Kau kembali tersenyum, dengan dua lesung pipit yang tertoreh di wajah kuningmu. Sejenak aku terdiam merasakan sunyi diantara taman dan cahaya remang, hingga kau membuka percakapan.

"Gilang, Aku tak mengerti mengapa kau mengajakku ketaman ini, mengapa malam ini hanya ada kita berdua?" tanyamu kau tulis diatas kertas.

"Em, aku rindu saja."

"Oh, ya aku mengerti." Kali ini kau tersenyum getir, usai meletakan pena dan buku saku diatas kursi putih yang kita duduki.

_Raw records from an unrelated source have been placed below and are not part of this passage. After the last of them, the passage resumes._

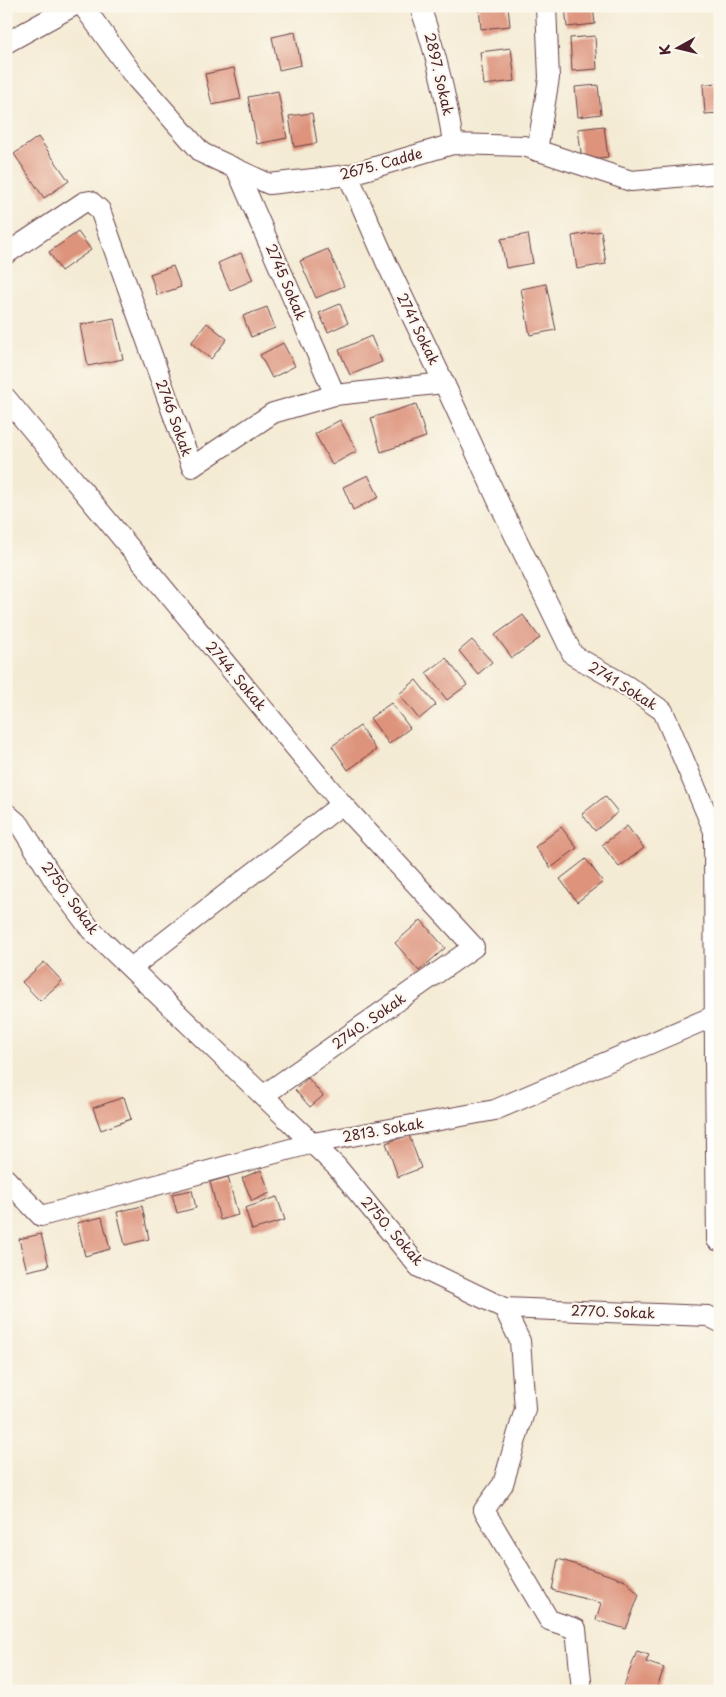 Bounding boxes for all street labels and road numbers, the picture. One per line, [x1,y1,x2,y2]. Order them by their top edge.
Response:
street label: 2897. Sokak [420,30,459,117]
street label: 2675. Cadde [337,142,424,185]
street label: 2745 Sokak [261,240,312,323]
street label: 2741 Sokak [392,289,445,368]
street label: 2746 Sokak [151,377,198,459]
street label: 2744. Sokak [201,636,272,715]
street label: 2741 Sokak [585,656,662,715]
street label: 2750. Sokak [37,857,104,939]
street label: 2740. Sokak [328,987,410,1054]
street label: 2813. Sokak [341,1112,425,1147]
street label: 2750. Sokak [356,1191,429,1270]
street label: 2770. Sokak [571,1300,655,1323]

Mungkin kau mulai janggal, tak ada seorangpun yang kita temui kecuali alam yang bersahabat dengan kita. Kau terdiam, matamu menerawang pada sekeliling taman bunga yang dihiasi beberapa lampion dan lilin-lilin lagi. Sejenak hening diantara kita. Ada rasa bersalah yang menggelayuti pikiranku. Menerobos mimpimu lantas seperti menculikmu kealam abu-abu. Ah ya, mungkin sudah saatnya aku mengutarakan perpisahan padamu Rindu. Sebentar lagi kau akan membuka mata, dan aku akan kembali menemui ragaku yang habis babak belur tak tertolong setelah lonceng berbunyi jam 12 malam tadi. Seingatku usai lonceng berbunyi aku beranjak tidur, tak kusangka anak buah bapakmu telah menjebol engsel pintu kamar kos lantas mengahabisi badan kurusku saat tertidur pulas. Nyawaku seketika tewas dengan bogem dan balok kayu seukuran lengan orang dewasa yang melebamkan tubuhku. Rindu, andai kau tahu tak ada yang mengetuk pintu kamarku atau menanyai keadaanku usai anak buah bapakmu memberi bogem pada sekujur tubuhku. Penghuni kos lain mungkin tengah pulas-pulasnya tertidur diatas kasur masing-masing. Seringkali aku tak mengerti betapa materi sangat diperdulikan bapakmu, sampai anak gadisnya didekati orang culun sepertiku ia pun tak mau. Kenapa bapakmu mengirimkan anak buahnya padaku malam tadi? Apa karena aku ketahuan mengirimkan sepucuk surat yang kuselipkan di pintu rumahmu kemarin siang? Ah, entahlah.